TASK OBJECTIVE -
Using the string "absolute" as the key, pull each matching line out of the records below.

DATASET CONTENT -
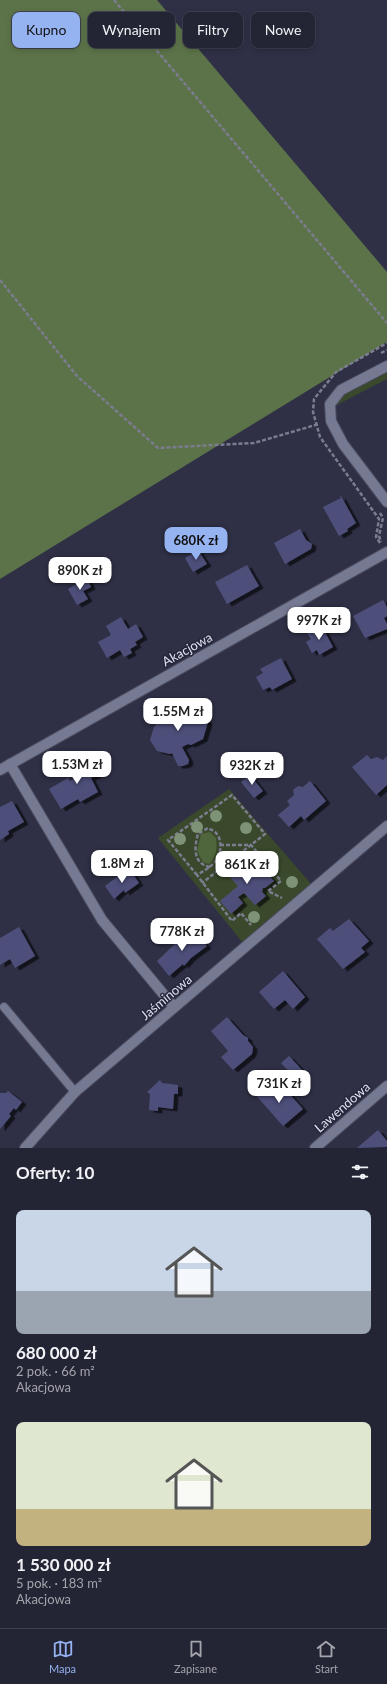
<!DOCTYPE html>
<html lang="pl">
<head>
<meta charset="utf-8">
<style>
	body { margin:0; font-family:Lato,sans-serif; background:#2f3040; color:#f1f3f6; height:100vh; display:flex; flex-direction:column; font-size:15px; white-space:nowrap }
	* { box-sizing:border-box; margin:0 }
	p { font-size:13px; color:#a3a4ac }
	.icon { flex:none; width:22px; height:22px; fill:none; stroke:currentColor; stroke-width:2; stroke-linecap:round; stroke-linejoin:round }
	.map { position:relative; height:1148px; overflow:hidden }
	.details { display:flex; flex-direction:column; background:#232434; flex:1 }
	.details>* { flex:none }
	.banner { position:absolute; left:12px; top:12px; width:363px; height:36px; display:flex; gap:8px }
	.price { position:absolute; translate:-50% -34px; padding:0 9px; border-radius:8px; background:#fff; color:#222; font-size:13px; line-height:26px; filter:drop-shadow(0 1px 2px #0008) }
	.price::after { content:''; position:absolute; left:50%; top:24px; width:12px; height:9px; margin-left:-6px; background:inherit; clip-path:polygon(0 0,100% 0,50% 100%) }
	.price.active { background:#95b2f1; color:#111 }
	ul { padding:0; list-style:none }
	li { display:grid; align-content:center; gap:8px; height:212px; padding:0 16px }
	li span { display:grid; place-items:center; height:124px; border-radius:8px; color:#555 }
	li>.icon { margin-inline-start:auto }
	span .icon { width:72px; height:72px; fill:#fffc; stroke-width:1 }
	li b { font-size:17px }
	h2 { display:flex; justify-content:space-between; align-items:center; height:48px; padding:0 16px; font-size:17px }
	.pill { padding:0 14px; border-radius:8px; background:#232434; box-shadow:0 2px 6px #0003,0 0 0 1px #40414f; font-size:14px; line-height:36px }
	.pill.active { background:#95b2f1; color:#111 }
	.tabs { display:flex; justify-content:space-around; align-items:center; height:56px; border-top:1px solid #40414f; background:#232434; font-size:11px; color:#a3a4ac }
	.tabs a { display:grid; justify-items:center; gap:2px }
	.tabs .active { color:#95b2f1 }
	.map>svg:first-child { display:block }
	.green { fill:#3a492c }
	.forest { fill:#5c7349 }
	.water { fill:#4f653b }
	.building { fill:#4e507a; filter:url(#shadow) }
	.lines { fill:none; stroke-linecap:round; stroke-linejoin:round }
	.service-casing { stroke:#4b4c5f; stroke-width:10 }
	.minor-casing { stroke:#4b4c5f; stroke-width:12 }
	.path { stroke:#7b7d8f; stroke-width:2.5; stroke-dasharray:4 2; stroke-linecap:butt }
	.service { stroke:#767992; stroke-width:8 }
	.minor { stroke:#767992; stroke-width:10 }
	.tree { fill:#7e9277 }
	.labels { text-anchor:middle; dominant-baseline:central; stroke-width:3; stroke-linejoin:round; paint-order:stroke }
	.street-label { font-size:13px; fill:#dfe1ef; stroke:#25263b }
</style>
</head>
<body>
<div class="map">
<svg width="387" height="1148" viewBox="0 0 387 1148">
	<defs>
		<filter id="shadow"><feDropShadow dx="4.5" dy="2.5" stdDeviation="0" flood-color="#0009"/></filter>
	</defs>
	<rect width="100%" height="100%" fill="#2f3046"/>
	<g class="green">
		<path d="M387,371V379L333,407L343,394Z"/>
		<path d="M229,789L312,885L243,943L158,838Z"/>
	</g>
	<path class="forest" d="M0,0H157L387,272V342L0,579Z"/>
	<path class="water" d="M210,832L216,838C217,849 217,856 209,864L203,862L197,851L201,834Z"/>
	<g class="building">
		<path d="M340,496H341L356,523L347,529L348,531L339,536L323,507L341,498Z"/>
		<path d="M300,529L306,540L312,544L311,549L285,564L274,543Z"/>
		<path d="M198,550L207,564L193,572L185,558Z"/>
		<path d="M247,565L259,586L227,604L215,582Z"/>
		<path d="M87,578L91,587L83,591L88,599L77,605L68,589Z"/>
		<path d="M383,600L387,607V616L384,618L387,624V629L365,638L353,616Z"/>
		<path d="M121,617L128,629L136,624L143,637L135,642L137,645L130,649L132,653L124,657L120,650L107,658L98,642L111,635L106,626Z"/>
		<path d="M321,625L333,647L319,655L317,650L312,653L306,642L311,639L307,633Z"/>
		<path d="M281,658L292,679L272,690L270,687L263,690L256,677L263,673L260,669Z"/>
		<path d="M183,707L201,711L208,722L203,739L191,745L188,744L182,747L189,760L188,764L183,766H178L172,753L170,754L157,751L150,740L154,727L156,725L153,720L154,717L167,709L170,710L174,716L177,714L176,711Z"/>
		<path d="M88,754L99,774L91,778L98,792L80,802L78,799L61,809L49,789L68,778L70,781L83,774L76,761Z"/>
		<path d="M367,755L371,759L377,757L383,760L387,756V785L376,795L352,767Z"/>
		<path d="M250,775L263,791L254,798L241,782Z"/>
		<path d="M310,781L326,801L304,820L301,816L289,827L278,815L290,805L287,801L294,795L293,790L298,786L303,787Z"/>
		<path d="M12,801L24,822L8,831L9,834L0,840V807Z"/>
		<path d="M243,860L250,869L256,861L260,862L262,864V868L274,881L265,888H263L262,892L266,896L255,905L244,893L238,897L243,903L231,914L220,901L238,886L227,874Z"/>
		<path d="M129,868L139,883L125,893L124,890L114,899L105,886Z"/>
		<path d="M349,919L369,941L361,948L365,952L343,969L317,939L330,928L333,931Z"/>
		<path d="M19,927L35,956L15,968L10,959L0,965V938Z"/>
		<path d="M192,928L196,932L199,933L201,939L207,946L191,958L184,966L183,964L169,976L157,961Z"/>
		<path d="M283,971L305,997L293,1009L285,1000L274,1009L259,992Z"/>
		<path d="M227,1017L243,1035L248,1038V1041L253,1047L252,1054L233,1070L221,1057L228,1051L211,1031Z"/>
		<path d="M289,1056L302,1070L294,1077L281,1063Z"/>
		<path d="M160,1080L162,1083L178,1085V1094H174L173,1109L158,1107V1111L149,1110L150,1094L147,1092Z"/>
		<path d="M266,1082L276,1098L286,1090L303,1109L283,1126L253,1092Z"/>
		<path d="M8,1091L22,1102L16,1110L14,1108L9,1114L11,1116L0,1129V1093H6Z"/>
		<path d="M378,1130L387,1141V1147L357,1148Z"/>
	</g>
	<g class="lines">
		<g class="service-casing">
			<path id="service" d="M4,1007L75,1092"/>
		</g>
		<g class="minor-casing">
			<g id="minor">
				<path d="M387,366L341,390L330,404L331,421L343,444L387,502"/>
				<path d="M10,764L102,920L174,1007"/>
				<path d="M0,770L387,552"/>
				<path d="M25,1148L75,1092L387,826"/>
				<path d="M315,1148L387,1086"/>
			</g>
		</g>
		<g class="path">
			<path d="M114,0L387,323"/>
			<path d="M0,280L77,376L158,448L254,443L319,424"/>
			<path d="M381,353L387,350"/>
			<path d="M380,513L383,518L379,536L381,542"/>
			<path d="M380,543L376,537L379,519L320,437L313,412L314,399L336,372L387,343"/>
			<path d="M220,845H251L281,881L268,891L282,898"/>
			<path d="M210,867C193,864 194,847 198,834L208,828C211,830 215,831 216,833C223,840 221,856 215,862C210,868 203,871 197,875L232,921L241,913L251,925"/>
			<path d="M197,875L168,840L232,795L265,834L202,883"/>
		</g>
		<use href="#service" class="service"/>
		<use href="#minor" class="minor"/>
	</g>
	<g class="tree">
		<circle cx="216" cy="816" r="6"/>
		<circle cx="197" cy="827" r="6"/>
		<circle cx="246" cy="828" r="6"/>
		<circle cx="180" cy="839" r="6"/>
		<circle cx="292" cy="882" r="6"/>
		<circle cx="254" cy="917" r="6"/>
	</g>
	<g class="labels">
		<g class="street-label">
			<text transform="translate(187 649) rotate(-29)">Akacjowa</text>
			<text transform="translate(166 997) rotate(-40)">Jaśminowa</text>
			<text transform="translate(342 1107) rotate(-41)">Lawendowa</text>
		</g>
	</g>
</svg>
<b class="price active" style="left:196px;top:561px">680K zł</b>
<b class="price" style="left:80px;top:591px">890K zł</b>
<b class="price" style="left:319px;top:641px">997K zł</b>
<b class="price" style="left:178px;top:732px">1.55M zł</b>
<b class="price" style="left:77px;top:785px">1.53M zł</b>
<b class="price" style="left:252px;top:786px">932K zł</b>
<b class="price" style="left:122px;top:884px">1.8M zł</b>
<b class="price" style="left:247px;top:885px">861K zł</b>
<b class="price" style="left:182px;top:952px">778K zł</b>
<b class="price" style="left:279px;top:1104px">731K zł</b>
<div class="banner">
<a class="pill active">Kupno</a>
<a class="pill">Wynajem</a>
<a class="pill">Filtry</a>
<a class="pill">Nowe</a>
</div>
</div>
<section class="details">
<h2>Oferty: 10<svg class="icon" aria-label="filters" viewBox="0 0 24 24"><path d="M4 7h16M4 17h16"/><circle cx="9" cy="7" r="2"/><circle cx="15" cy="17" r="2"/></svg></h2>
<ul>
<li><span style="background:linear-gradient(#c9d6e8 65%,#9aa5b1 0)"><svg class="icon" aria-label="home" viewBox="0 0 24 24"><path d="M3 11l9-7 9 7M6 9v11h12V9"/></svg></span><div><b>680 000 zł</b><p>2 pok. · 66 m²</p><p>Akacjowa</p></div></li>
<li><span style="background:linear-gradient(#dfe7d0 70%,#c2b280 0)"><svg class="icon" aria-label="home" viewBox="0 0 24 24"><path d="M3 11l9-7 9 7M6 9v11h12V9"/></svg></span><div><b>1 530 000 zł</b><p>5 pok. · 183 m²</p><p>Akacjowa</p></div></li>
</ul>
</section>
<nav class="tabs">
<a class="active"><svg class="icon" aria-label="map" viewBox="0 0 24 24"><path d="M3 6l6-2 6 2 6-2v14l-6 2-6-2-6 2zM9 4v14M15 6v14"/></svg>Mapa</a>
<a><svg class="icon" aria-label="saved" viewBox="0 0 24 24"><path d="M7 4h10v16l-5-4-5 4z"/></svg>Zapisane</a>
<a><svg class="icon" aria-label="home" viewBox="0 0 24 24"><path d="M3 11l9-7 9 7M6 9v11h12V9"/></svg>Start</a>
</nav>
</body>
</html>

ANSWER TO THIS EXERCISE -
	.banner { position:absolute; left:12px; top:12px; width:363px; height:36px; display:flex; gap:8px }
	.price { position:absolute; translate:-50% -34px; padding:0 9px; border-radius:8px; background:#fff; color:#222; font-size:13px; line-height:26px; filter:drop-shadow(0 1px 2px #0008) }
	.price::after { content:''; position:absolute; left:50%; top:24px; width:12px; height:9px; margin-left:-6px; background:inherit; clip-path:polygon(0 0,100% 0,50% 100%) }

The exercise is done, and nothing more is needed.